30 His Honour was ultimately not satisfied that the Tribunal's decision was infected by jurisdictional error.
[6]
The draft notice of appeal
31 The applicant has neither filed a draft notice of appeal containing the proposed grounds of appeal, nor has he complied with directions made on 18 February 2016 that he file and serve a written outline of submissions no later than 10 business days before the hearing date.
32 Insofar as the proposed appeal grounds are discernible from the applicant's affidavit sworn/affirmed on 27 November 2015, they are as follows:
I am seeking review for the following reasons:
10. Federal Circuit Court judge was only taking the statement from the Respondent's lawyer.
11. Federal Circuit Court judge erred, by failing to properly consider Refugee Review Tribunal (now named Administrative Appeals Tribunal) fell into jurisdictional error. The applicant has real risks when back to China.
(verbatim)
33 The Minister submits, correctly in my opinion, that neither ground of appeal identifies any jurisdictional error on the part of the Tribunal and no appealable error in the judgment of the Federal Circuit Court.

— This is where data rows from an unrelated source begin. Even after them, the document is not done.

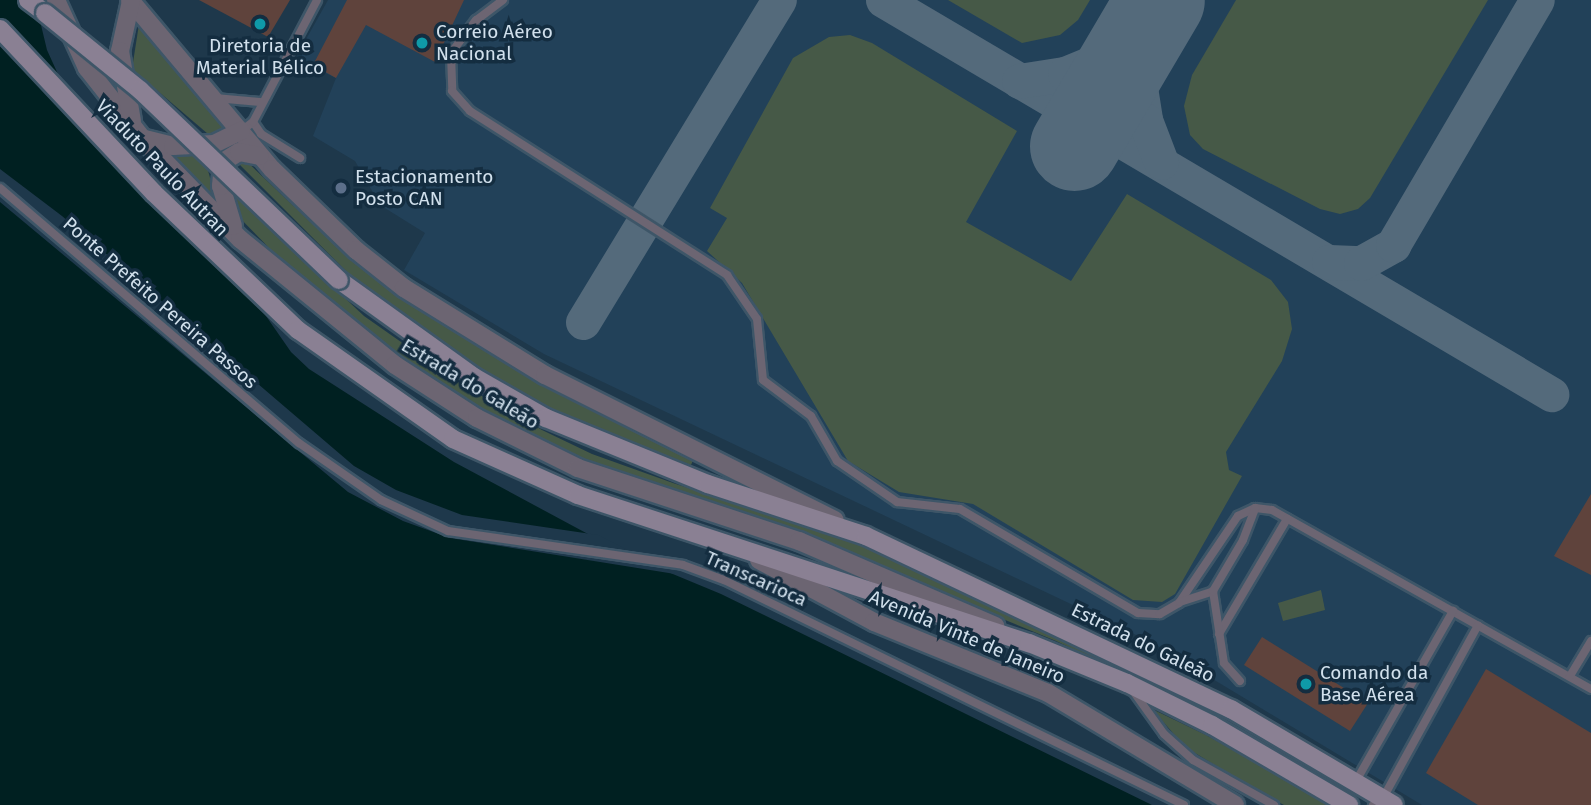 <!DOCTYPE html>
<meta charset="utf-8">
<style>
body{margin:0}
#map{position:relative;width:1591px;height:805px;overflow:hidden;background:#1e384b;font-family:"Fira Sans",sans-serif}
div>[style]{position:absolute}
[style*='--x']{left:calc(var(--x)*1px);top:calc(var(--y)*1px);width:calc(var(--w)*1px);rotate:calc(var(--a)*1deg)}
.built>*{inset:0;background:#224159}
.green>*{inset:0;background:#465947}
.water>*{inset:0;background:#002021}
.pier>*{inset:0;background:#1e384b}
.taxiway>*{height:35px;margin:-17.5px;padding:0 17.5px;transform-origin:17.5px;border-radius:17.5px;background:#546a7b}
.runway>*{height:89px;margin:-44.5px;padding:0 44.5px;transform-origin:44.5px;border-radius:44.5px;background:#546a7b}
.building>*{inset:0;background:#5f433c}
.roads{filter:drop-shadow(2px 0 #3e5668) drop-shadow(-2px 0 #3e5668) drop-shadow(0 2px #3e5668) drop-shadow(0 -2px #3e5668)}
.service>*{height:8px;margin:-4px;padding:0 4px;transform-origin:4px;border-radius:4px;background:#6c6572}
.tertiary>*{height:18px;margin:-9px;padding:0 9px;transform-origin:9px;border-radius:9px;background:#6c6572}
.secondary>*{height:18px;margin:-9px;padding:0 9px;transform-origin:9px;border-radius:9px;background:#8a8093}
.bridges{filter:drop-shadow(2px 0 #3e5668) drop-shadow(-2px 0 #3e5668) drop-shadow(0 2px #3e5668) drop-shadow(0 -2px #3e5668)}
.secondary-bridge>*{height:18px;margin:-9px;padding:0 9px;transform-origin:9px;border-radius:9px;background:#8a8093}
.dots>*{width:19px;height:19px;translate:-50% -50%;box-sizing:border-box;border:4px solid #142d40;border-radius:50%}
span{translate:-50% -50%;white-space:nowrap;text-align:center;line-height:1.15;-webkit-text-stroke:7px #142d40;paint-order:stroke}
.poi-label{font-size:19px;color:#d1e0ec}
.left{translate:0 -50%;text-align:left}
.street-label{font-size:19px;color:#d1e0ec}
</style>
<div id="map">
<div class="built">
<i style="clip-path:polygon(328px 0,1591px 0,1591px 805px,1422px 805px,1153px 643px,544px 354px,404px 270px,425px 233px,380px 205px,355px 161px,313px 136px,336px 78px,295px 59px)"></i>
</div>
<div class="green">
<i style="clip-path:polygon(948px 0,1090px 0,1078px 20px,1060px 35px,1022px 43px)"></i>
<i style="clip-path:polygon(1236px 0,1488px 0,1370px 198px,1358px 209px,1340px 214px,1320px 209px,1203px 149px,1190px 135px,1184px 106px,1192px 75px)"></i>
<i style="clip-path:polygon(139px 24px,225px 128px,208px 134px,132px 69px)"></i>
<i style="clip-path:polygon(850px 35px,872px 43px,1017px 131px,966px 222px,1071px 281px,1127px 194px,1271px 280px,1288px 302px,1292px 329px,1282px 361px,1226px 452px,1229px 470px,1242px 476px,1175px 594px,1162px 602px,1133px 600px,973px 504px,899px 492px,848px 461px,742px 283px,707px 251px,727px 218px,710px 208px,793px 58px,829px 37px)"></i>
<i style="clip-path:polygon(170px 152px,196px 155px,207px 167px,216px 199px)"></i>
<i style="clip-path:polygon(244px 159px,336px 246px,449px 327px,597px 410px,694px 458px,691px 465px,577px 423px,499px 383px,446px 348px,354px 279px,237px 162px)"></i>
<i style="clip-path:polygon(228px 188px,364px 316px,461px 384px,542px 430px,592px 454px,673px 483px,867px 546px,1199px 705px,1337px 786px,1335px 789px,1199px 709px,1056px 641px,770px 523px,597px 466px,483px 410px,378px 341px,276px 255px,234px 212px)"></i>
<i style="clip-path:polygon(1321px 590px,1325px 610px,1283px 621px,1278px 603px)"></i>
<i style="clip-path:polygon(1152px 709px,1206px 735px,1331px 805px,1284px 805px,1261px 793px,1185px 747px)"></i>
</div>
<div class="water">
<i style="clip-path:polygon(0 0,35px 0,47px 50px,67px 94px,250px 293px,291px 352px,309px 369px,454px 462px,627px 555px,721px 594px,1152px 805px,0 805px)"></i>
</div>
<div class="pier">
<i style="clip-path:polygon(0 169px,62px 216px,354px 466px,396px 490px,462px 515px,598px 535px,675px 574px,450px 538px,403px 521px,348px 492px,0 202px)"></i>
</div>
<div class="taxiway">
<i style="--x:883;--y:0;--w:776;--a:30.53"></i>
<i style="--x:1152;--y:17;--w:25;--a:111"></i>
<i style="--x:1143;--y:40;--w:41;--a:95.6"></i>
<i style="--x:1139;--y:81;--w:39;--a:81"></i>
<i style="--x:1145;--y:120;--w:45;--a:69.1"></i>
<i style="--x:1019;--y:81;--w:47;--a:-8.7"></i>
<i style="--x:1065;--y:74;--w:50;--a:-22.4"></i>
<i style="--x:1111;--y:55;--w:40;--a:-41"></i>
<i style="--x:1141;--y:29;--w:34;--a:-56"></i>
<i style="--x:1329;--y:262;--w:32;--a:2"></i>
<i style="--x:1361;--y:263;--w:37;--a:-29"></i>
<i style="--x:1393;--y:245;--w:284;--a:-59.6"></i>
<i style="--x:583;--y:322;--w:377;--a:-58.7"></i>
</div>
<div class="runway">
<i style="--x:1074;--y:146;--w:169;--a:-59.5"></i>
</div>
<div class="building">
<i style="clip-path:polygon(199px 0,290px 0,268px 37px)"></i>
<i style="clip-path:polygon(347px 0,464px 0,435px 62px,366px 25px,336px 78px,313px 65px)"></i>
<i style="clip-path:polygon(1591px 494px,1591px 575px,1554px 556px)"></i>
<i style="clip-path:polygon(1262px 637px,1368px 703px,1350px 731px,1244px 665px)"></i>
<i style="clip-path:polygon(1486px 669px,1591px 733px,1591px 805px,1478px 805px,1426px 773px)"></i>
</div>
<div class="roads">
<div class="service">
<i style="--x:503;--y:0;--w:34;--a:143"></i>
<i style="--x:476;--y:20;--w:41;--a:127.1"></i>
<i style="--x:451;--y:53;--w:38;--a:88"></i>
<i style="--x:452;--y:91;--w:27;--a:48"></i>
<i style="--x:470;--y:111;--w:305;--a:32.5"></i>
<i style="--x:727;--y:275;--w:53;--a:55.7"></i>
<i style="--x:757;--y:319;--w:61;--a:84.4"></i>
<i style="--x:763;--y:380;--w:60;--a:36.9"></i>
<i style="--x:811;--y:416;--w:52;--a:60"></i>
<i style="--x:837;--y:461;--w:73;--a:34.3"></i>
<i style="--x:897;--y:502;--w:63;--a:6.3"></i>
<i style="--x:960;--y:509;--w:206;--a:30.3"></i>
<i style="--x:1138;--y:613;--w:22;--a:3"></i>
<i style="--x:1160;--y:614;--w:22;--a:-30"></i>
<i style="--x:1179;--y:603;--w:105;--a:-55.9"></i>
<i style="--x:1238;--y:516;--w:19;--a:-25"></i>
<i style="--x:1255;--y:508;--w:17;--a:7"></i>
<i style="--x:1272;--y:510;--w:366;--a:29.3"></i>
<i style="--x:215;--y:98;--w:45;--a:5.1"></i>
<i style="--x:253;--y:122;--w:14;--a:56"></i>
<i style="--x:261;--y:134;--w:46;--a:31.6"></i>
<i style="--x:241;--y:131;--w:15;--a:-37"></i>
<i style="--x:253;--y:122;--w:138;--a:-62.3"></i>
<i style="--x:0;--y:188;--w:393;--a:40.5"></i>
<i style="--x:299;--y:443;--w:100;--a:34.8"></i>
<i style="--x:381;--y:500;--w:74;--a:24.8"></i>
<i style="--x:448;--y:531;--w:237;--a:8.2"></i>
<i style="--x:683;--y:565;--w:44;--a:20.1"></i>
<i style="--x:724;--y:580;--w:512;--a:26.06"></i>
<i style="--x:1180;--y:602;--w:35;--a:-18"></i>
<i style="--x:1219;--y:634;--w:134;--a:-59.4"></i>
<i style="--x:1570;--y:676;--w:41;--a:-59"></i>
<i style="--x:1240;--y:681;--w:24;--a:-132"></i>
<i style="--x:1224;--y:663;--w:73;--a:-98.7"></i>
<i style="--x:1213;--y:591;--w:59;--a:-59.5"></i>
<i style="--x:1243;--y:540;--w:34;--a:-69"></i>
<i style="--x:1133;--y:691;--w:53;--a:54.2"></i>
<i style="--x:1164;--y:734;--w:39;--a:42"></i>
<i style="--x:1193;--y:760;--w:93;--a:29.1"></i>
<i style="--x:1356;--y:781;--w:196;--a:-60.3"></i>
<i style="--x:1373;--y:805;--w:12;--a:-35"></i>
<i style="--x:1383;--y:798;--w:197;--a:-61.2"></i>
</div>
<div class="tertiary">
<i style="--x:56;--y:0;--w:75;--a:65.5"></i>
<i style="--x:87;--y:68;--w:89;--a:51.8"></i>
<i style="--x:142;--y:138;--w:141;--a:45.9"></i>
<i style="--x:240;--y:239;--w:200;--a:39.1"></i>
<i style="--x:395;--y:365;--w:98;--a:32.9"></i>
<i style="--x:477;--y:418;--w:113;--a:26.3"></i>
<i style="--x:578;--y:468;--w:233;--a:18.3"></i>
<i style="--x:799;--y:541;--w:214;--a:23.4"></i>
<i style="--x:130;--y:0;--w:221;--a:50"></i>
<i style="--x:272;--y:169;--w:117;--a:44"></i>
<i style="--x:356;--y:250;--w:61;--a:38.4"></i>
<i style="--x:404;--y:288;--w:166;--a:31.7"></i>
<i style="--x:545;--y:375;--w:324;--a:26.6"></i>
<i style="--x:131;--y:1;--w:51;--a:102.4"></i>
<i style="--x:120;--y:51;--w:71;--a:80.3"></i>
<i style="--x:145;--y:139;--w:29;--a:14"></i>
<i style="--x:173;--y:146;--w:41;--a:-2.8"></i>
<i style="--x:214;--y:144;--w:30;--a:-26"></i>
<i style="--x:233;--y:226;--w:42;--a:-106.7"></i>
<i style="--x:221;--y:186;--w:24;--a:-85"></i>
<i style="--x:223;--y:162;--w:19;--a:-32"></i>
<i style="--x:239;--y:152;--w:21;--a:11"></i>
<i style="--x:759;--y:560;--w:131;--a:28.3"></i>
<i style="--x:874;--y:622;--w:188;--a:22.2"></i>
<i style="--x:1048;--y:693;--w:218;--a:30.9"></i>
</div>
<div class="secondary">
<i style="--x:28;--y:0;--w:21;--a:37"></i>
<i style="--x:0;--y:29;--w:225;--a:46.8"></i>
<i style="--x:154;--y:193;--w:199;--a:43.6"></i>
<i style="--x:298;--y:330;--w:189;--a:35.1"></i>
<i style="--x:453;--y:439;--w:137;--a:24.1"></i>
<i style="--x:578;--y:495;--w:475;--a:18.2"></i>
<i style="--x:1029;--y:643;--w:106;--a:22.2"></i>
<i style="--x:1127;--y:683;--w:95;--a:26.3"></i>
<i style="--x:1212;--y:725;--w:159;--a:30.3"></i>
<i style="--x:339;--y:280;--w:166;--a:35.7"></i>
<i style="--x:474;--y:377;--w:83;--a:29.7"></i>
<i style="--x:546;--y:418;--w:175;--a:22.2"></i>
<i style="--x:708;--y:484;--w:166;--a:18.2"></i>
<i style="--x:866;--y:536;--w:404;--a:25.4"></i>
<i style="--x:1231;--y:709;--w:189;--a:30.5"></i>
</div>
</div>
<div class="bridges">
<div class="secondary-bridge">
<i style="--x:45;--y:13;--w:122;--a:39"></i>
<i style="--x:140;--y:90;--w:275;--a:43.7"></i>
</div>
</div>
<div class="dots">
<i style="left:260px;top:24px;background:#0f9aa8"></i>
<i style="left:422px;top:43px;background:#0f9aa8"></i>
<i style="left:341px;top:188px;background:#5c6f8a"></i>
<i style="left:1306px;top:684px;background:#0f9aa8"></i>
</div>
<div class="poi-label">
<span class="left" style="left:436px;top:43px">Correio Aéreo<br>Nacional</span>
<span style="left:260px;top:57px">Diretoria de<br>Material Bélico</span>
<span class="left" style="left:355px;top:188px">Estacionamento<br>Posto CAN</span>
<span class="left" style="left:1320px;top:684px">Comando da<br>Base Aérea</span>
</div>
<div class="street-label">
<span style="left:162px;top:168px;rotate:46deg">Viaduto Paulo Autran</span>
<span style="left:160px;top:303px;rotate:41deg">Ponte Prefeito Pereira Passos</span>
<span style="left:470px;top:384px;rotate:31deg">Estrada do Galeão</span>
<span style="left:756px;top:579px;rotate:24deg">Transcarioca</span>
<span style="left:967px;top:637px;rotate:23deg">Avenida Vinte de Janeiro</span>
<span style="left:1143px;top:643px;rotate:26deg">Estrada do Galeão</span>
</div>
</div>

34 The evidence does not justify the applicant's assertion that the Court below received submissions only from the Minister's lawyer. A review of the judgment discloses that the Court considered several additional grounds of review raised by the applicant at the hearing. The applicant was not denied the opportunity to be heard.
35 Ground two is, I agree, an unparticularised assertion of jurisdictional error and is vague and meaningless. It does not specify what the nature of the jurisdictional error allegedly committed by the Court below is. Failure to particularise a ground of review is sufficient basis for it to be dismissed: WZATH v Minister for Immigration and Border Protection [2014] FCCA 612 at [60] and upheld in WZATH v Minister for Immigration and Border Protection [2014] FCA 969.
36 The primary Judge considered each ground of review relied upon by the applicant in the original application filed, a subsequent application filed and in oral submissions by him at the hearing.
37 The primary Judge held correctly, in my opinion, that there was no jurisdictional error disclosed in the Tribunal's reasons for decision. The applicant has not otherwise established any appealable error. The proposed grounds lack any merit.
[7]
Orders
38 The application for an extension of time will be dismissed with costs.
I certify that the preceding thirty-eight (38) numbered paragraphs are a true copy of the Reasons for Judgment herein of the Honourable Justice Gilmour.